Segment Start: MATERIAL FOR THIS TASK

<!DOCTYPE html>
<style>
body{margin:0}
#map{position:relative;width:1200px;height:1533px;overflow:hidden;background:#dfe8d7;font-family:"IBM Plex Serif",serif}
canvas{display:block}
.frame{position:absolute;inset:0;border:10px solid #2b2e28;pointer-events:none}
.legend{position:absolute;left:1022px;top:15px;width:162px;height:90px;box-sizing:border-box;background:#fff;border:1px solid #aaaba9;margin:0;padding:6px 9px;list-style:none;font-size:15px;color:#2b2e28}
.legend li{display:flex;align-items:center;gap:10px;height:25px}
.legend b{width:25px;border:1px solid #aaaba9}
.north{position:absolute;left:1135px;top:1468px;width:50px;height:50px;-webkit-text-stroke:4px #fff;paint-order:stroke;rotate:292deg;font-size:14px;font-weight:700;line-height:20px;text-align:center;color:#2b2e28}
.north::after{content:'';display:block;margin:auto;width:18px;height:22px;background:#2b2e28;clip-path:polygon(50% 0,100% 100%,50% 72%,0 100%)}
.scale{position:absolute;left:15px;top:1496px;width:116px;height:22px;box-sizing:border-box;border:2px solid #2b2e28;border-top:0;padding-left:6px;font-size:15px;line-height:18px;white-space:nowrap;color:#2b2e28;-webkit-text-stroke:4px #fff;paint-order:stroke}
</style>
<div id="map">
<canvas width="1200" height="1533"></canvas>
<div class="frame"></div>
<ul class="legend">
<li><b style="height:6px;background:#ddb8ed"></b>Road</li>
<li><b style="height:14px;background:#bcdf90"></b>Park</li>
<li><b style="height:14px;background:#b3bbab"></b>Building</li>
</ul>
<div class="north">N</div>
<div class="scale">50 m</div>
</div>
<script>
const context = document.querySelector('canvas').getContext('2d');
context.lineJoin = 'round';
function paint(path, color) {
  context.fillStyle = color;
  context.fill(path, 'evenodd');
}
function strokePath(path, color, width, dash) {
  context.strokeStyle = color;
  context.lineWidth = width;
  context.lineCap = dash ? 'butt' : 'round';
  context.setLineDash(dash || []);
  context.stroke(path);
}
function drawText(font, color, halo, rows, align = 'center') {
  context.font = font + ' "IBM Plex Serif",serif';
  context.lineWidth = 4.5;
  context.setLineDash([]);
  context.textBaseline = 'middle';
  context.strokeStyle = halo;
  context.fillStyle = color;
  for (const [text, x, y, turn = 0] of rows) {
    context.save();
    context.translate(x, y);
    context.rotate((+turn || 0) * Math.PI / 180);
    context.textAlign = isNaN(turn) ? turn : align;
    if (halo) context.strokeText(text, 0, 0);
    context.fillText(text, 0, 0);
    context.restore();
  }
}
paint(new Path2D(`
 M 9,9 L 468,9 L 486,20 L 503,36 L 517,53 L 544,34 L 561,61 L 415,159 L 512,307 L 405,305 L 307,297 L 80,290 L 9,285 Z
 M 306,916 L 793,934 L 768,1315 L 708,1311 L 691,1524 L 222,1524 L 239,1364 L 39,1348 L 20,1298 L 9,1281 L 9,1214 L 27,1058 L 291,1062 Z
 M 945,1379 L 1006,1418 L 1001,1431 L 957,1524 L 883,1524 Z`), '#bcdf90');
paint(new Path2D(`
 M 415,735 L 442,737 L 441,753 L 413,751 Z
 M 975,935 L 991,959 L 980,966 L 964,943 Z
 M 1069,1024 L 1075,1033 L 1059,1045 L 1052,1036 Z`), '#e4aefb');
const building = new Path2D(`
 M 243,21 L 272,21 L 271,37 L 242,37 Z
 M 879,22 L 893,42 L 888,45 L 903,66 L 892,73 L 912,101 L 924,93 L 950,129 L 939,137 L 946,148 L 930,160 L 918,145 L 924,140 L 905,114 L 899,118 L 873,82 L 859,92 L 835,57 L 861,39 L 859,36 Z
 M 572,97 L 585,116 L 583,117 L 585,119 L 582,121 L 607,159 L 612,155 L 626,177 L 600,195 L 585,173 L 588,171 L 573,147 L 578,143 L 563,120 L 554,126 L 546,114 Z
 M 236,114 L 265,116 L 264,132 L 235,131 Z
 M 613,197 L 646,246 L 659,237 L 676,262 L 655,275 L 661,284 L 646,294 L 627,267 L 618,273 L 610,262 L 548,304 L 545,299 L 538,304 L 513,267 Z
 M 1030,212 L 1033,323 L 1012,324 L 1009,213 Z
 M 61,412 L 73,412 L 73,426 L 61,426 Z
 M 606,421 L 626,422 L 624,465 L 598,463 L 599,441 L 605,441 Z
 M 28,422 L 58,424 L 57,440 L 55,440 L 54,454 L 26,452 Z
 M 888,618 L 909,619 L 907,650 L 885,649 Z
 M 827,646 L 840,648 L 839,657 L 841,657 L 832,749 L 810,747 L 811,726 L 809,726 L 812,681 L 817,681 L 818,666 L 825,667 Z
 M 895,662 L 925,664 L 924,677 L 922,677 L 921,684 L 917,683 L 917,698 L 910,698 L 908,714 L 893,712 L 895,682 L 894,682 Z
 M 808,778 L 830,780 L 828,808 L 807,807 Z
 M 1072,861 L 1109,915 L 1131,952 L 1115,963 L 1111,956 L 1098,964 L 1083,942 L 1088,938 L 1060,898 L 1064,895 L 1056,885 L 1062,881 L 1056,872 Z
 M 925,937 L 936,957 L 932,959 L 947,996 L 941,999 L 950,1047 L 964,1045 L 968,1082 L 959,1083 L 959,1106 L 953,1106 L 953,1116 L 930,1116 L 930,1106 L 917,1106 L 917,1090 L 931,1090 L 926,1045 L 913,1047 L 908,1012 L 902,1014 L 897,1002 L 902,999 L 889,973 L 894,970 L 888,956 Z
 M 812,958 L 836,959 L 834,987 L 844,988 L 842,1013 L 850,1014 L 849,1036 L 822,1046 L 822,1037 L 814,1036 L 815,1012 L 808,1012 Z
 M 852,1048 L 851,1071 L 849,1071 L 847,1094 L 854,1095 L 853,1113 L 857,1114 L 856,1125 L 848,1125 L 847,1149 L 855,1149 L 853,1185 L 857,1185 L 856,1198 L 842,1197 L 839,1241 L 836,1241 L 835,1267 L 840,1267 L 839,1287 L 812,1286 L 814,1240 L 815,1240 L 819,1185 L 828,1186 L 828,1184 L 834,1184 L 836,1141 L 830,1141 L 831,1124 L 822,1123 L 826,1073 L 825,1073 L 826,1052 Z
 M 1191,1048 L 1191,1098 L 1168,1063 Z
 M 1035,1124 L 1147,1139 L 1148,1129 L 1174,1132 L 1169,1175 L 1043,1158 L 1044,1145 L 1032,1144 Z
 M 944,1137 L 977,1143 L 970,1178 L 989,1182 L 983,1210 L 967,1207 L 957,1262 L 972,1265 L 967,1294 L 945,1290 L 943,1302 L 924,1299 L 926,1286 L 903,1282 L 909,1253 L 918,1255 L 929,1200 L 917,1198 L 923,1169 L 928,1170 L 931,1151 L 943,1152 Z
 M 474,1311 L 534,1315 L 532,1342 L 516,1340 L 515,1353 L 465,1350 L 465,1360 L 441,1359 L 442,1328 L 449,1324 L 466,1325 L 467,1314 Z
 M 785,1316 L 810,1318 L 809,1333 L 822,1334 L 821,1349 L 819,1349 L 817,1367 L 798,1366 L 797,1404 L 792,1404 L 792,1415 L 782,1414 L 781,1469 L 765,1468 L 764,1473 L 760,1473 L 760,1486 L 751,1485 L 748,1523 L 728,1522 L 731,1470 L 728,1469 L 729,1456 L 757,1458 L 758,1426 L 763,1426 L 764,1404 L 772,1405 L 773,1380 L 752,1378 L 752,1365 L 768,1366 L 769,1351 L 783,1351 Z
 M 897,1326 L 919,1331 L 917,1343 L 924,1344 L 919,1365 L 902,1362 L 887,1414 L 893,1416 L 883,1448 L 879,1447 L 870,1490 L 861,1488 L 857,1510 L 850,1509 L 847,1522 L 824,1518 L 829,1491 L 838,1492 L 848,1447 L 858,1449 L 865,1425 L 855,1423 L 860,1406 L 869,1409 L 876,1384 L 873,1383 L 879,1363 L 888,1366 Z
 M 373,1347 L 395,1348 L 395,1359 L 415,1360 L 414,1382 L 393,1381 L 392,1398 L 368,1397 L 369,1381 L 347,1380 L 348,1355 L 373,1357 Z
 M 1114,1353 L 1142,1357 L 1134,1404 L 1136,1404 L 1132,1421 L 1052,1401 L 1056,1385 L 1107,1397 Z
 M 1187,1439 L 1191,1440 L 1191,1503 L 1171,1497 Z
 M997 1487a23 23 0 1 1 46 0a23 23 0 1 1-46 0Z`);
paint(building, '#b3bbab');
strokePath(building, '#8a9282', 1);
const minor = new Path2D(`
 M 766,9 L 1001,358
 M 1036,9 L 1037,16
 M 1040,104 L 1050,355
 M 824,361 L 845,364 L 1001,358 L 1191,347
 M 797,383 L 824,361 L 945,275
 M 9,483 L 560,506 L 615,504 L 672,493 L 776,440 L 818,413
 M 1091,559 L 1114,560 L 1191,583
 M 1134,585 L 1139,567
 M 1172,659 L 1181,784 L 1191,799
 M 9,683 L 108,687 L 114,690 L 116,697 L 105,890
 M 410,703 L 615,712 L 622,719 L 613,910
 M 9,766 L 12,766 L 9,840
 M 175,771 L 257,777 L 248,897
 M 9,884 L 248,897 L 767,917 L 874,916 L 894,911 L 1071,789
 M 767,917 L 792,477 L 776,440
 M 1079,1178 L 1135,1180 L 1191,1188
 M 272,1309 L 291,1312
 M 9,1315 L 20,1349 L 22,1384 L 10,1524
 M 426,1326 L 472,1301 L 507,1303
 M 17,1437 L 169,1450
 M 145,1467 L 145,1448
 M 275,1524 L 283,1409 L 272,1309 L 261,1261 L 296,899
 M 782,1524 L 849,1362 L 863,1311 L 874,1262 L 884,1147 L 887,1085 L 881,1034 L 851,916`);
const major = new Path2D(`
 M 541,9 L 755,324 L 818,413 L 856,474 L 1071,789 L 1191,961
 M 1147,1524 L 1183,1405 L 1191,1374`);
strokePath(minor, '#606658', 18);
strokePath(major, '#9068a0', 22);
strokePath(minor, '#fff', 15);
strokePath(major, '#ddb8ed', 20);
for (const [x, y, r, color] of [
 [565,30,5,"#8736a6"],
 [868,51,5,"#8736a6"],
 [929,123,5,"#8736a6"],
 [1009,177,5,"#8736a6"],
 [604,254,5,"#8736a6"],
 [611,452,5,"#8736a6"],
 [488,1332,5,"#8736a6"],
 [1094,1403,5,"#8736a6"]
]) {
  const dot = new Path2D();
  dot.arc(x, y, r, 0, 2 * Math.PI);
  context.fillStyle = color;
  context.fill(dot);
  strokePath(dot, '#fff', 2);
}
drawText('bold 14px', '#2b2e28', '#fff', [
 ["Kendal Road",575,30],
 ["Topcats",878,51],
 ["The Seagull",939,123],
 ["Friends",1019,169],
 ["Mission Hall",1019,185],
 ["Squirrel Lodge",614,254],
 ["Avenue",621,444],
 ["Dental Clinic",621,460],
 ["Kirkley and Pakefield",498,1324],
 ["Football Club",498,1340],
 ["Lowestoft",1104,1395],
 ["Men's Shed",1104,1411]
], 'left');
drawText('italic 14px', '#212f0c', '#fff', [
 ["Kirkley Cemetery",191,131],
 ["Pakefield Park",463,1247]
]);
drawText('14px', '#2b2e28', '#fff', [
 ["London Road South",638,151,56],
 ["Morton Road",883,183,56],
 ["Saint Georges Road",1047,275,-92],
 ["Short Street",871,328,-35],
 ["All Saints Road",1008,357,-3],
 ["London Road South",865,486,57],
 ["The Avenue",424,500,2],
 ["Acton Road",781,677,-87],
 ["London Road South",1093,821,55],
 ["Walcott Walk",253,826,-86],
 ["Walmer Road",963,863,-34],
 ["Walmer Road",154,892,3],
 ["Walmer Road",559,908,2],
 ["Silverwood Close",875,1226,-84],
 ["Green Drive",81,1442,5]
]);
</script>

Segment End: MATERIAL FOR THIS TASK

§ **TRY IT**
Write out every line from the data above that includes "minor".

§ **WRITTEN SOLUTION**
const minor = new Path2D(`
strokePath(minor, '#606658', 18);
strokePath(minor, '#fff', 15);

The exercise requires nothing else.